[Bug Report] Binary operations which require ttnn::repeat are very slow

dmakoviichuk-tt commented 1 month ago

Describe the bug Broadcast over batch dimension makes ops work much slower. We are using the in the optimizer step for each layer https://github.com/tenstorrent/TT-Tron/blob/main/sources/ttml/optimizers/sgd.cpp.

SGD performance is 10 times slower than pytorch cpu version. To Reproduce Just run any ops and make sure it require broadcast over dimension.

Expected behavior It should use fused broadcast op instead of the 2 calls.

Additional context @eyonland I assigned this ticket to you as elementwise owner. My expectation that you can drive it to the LLK team and make sure they and your team can add needed changes in both metal and ttnn level. If you cannot do it for some reason please let me know I'll find a new owner. It significantly reduces performance of our training code.

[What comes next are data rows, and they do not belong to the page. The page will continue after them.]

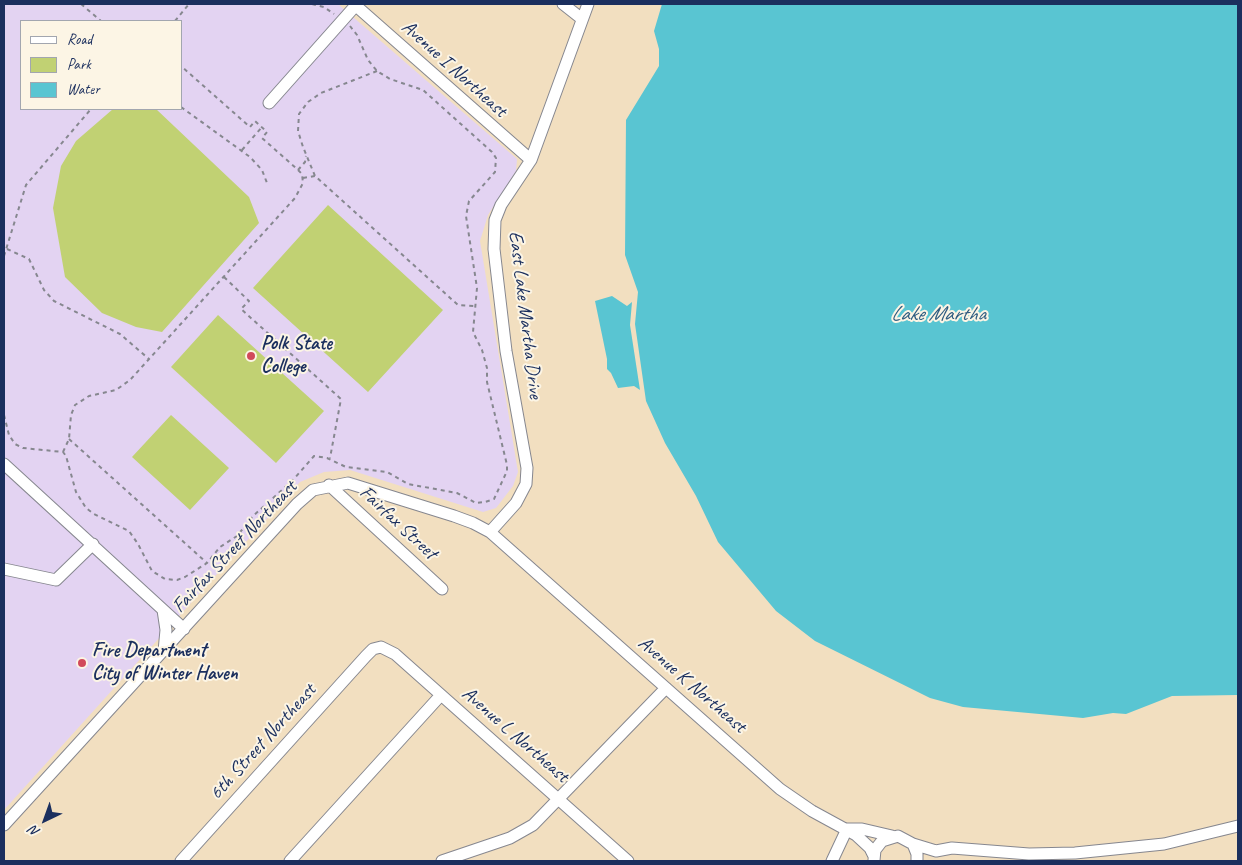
<!DOCTYPE html>
<html>
<head>
<meta charset="utf-8">
<style>
  body { margin:0 }
  #map { position:relative; width:1242px; height:865px; overflow:hidden; background:#f2dfc0; font-family:Caveat,sans-serif }
  canvas { display:block }
  .frame { position:absolute; inset:0; border:5px solid #1b2f5e; pointer-events:none }
  .legend { position:absolute; left:20px; top:20px; width:162px; height:90px; box-sizing:border-box; background:#fcf5e5; border:1px solid #a2a6af; margin:0; padding:6px 9px; list-style:none; font-size:15px; color:#1b2f5e }
  .legend li { display:flex; align-items:center; gap:10px; height:25px }
  .legend b { width:25px; border:1px solid #a2a6af }
  .north { position:absolute; left:20px; top:795px; width:50px; height:50px; -webkit-text-stroke:4px #fcf5e5; paint-order:stroke; rotate:222deg; font-size:14px; font-weight:700; line-height:20px; text-align:center; color:#1b2f5e }
  .north::after { content:''; display:block; margin:auto; width:18px; height:22px; background:#1b2f5e; clip-path:polygon(50% 0,100% 100%,50% 72%,0 100%) }
</style>
</head>
<body>
<div id="map">
<canvas width="1242" height="865"></canvas>
<div class="frame"></div>
<ul class="legend">
<li><b style="height:6px;background:#fff"></b>Road</li>
<li><b style="height:14px;background:#c1d173"></b>Park</li>
<li><b style="height:14px;background:#59c5d2"></b>Water</li>
</ul>
<div class="north">N</div>
</div>
<script>
const ctx = document.querySelector('canvas').getContext('2d');
ctx.lineJoin = 'round';
function fillPath(path, color) {
  ctx.fillStyle = color;
  ctx.fill(path, 'evenodd');
}
function shape(rows) {
  const path = new Path2D();
  for (const r of rows) {
    path.moveTo(r[0], r[1]);
    for (let i = 2; i < r.length; i += 2) path.lineTo(r[i], r[i + 1]);
  }
  return path;
}
function stroke(path, color, width, dash) {
  ctx.strokeStyle = color;
  ctx.lineWidth = width;
  ctx.lineCap = dash ? 'butt' : 'round';
  ctx.setLineDash(dash || []);
  ctx.stroke(path);
}
function write(font, color, halo, rows, align = 'center') {
  ctx.font = font + ' Caveat,sans-serif';
  ctx.lineWidth = 4;
  ctx.setLineDash([]);
  ctx.textBaseline = 'middle';
  ctx.strokeStyle = halo;
  ctx.fillStyle = color;
  for (const [text, x, y, turn = 0] of rows) {
    ctx.save();
    ctx.translate(x, y);
    ctx.rotate((+turn || 0) * Math.PI / 180);
    ctx.textAlign = isNaN(turn) ? turn : align;
    if (halo) ctx.strokeText(text, 0, 0);
    ctx.fillText(text, 0, 0);
    ctx.restore();
  }
}
const built = shape([
  [4,4,338,4,517,159,516,171,488,215,480,241,518,472,513,486,496,508,483,512,350,470,324,472,300,482,4,810],
  [21,21,181,21,181,109,21,109]
]);
const green = shape([
  [113,109,156,109,249,197,259,223,162,332,136,327,102,313,65,277,53,208,61,166,76,141],
  [328,205,443,310,368,392,253,288],
  [218,315,324,411,276,463,171,367],
  [171,415,229,468,190,510,132,457]
]);
const water = shape([
  [662,4,1238,4,1238,695,1172,696,1126,714,1113,713,1083,718,963,707,930,698,815,641,776,611,718,542,696,496,665,443,646,401,635,324,638,292,625,255,626,120,659,66,659,49,654,31],
  [612,296,627,306,632,302,630,325,640,390,634,386,618,388,611,373,607,369,607,359,595,301]
]);
const path = shape([
  [81,4,101,21],
  [312,4,324,7,334,14],
  [175,21,189,4],
  [377,71,321,93,308,102,299,114,298,131,303,147,315,176,458,305,475,306],
  [181,107,250,157,262,170,267,183],
  [242,150,262,127],
  [298,170,305,162,306,156],
  [303,178,315,176],
  [7,249,29,259,44,290,54,301,120,334,149,359],
  [4,256,26,185,91,109],
  [224,277,249,301,241,309,341,399,330,458],
  [4,415,9,435,15,444,23,448,63,452,66,456,76,492,86,508,94,514,129,531,138,544,152,571,165,579,177,580,185,577,207,563,220,547,237,536,253,516,292,481,314,456,327,458,346,467,387,472,408,484,457,493,476,503,485,502,494,499,507,471,507,465,487,382,487,368,482,350,473,332,477,288,466,216,469,201,495,172,496,158,492,152,423,90,390,79,377,71,368,60,357,35,350,26],
  [69,439,207,563],
  [63,452,69,439,71,415,75,405,89,396,116,390,130,380,295,198,303,183,302,174,297,169,262,138,267,132,255,121,250,127,181,66]
]);
const minor = shape([
  [354,4,531,160],
  [563,4,582,19],
  [269,103,357,4],
  [4,464,184,629],
  [329,485,442,589],
  [490,532,516,503,526,484,527,468,506,351,494,249,495,220,501,205,531,160,588,4],
  [4,569,56,580,93,544],
  [163,610,166,630,164,651],
  [4,825,297,504,313,490,348,483,454,516,473,523,490,532,780,789,812,811,856,835,870,848,874,856],
  [847,829,862,829,892,836],
  [913,844,936,851,952,848,1029,854,1075,853,1164,844,1238,826],
  [874,860,875,850,882,841,898,836,913,844,917,854,917,861],
  [181,861,366,656,373,649,381,647,395,654,628,861],
  [290,861,441,695],
  [442,861,510,838,533,825,666,688],
  [832,861,847,829]
]);
const markers = [
  [251,356,5,"#d1495b"],
  [82,663,5,"#d1495b"]
];
const streetNames = [
  ["Avenue I Northeast",454,69,42],
  ["East Lake Martha Drive",525,315,83],
  ["Fairfax Street",398,523,43],
  ["Fairfax Street Northeast",235,547,-47],
  ["Avenue K Northeast",692,685,41],
  ["Avenue L Northeast",515,735,41],
  ["6th Street Northeast",263,742,-48]
];
const poiNames = [
  ["Polk State",261,344],
  ["College",261,367],
  ["Fire Department",92,651],
  ["City of Winter Haven",92,674]
];
const waterNames = [
  ["Lake Martha",938,314]
];
fillPath(built, '#e3d3f2');
fillPath(green, '#c1d173');
fillPath(water, '#59c5d2');
stroke(minor, '#86878f', 13);
stroke(path, '#86878f', 2, [4, 4]);
stroke(minor, '#fff', 11);
for (const [x, y, r, color] of markers) {
  const dot = new Path2D();
  dot.arc(x, y, r, 0, 2 * Math.PI);
  ctx.fillStyle = color;
  ctx.fill(dot);
  stroke(dot, '#fcf5e5', 2);
}
write('20px', '#1b2f5e', '#fcf5e5', streetNames);
write('bold 20px', '#1b2f5e', '#fcf5e5', poiNames, 'left');
write('italic 21px', '#2e5c81', '#fcf5e5', waterNames);
</script>
</body>
</html>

eyonland commented 1 month ago

@yan-zaretskiy outlined the algorithm necessary to implement this feature and improve performance. See https://hackmd.io/@segfault2024/rktH6lkgJe

jvasilje commented 1 month ago

@yan-zaretskiy any updates on this..? :)

jvasilje commented 1 month ago

@yan-zaretskiy @eyonland any updates here? I think we're treating this like OP improvement, and not a P0 bug?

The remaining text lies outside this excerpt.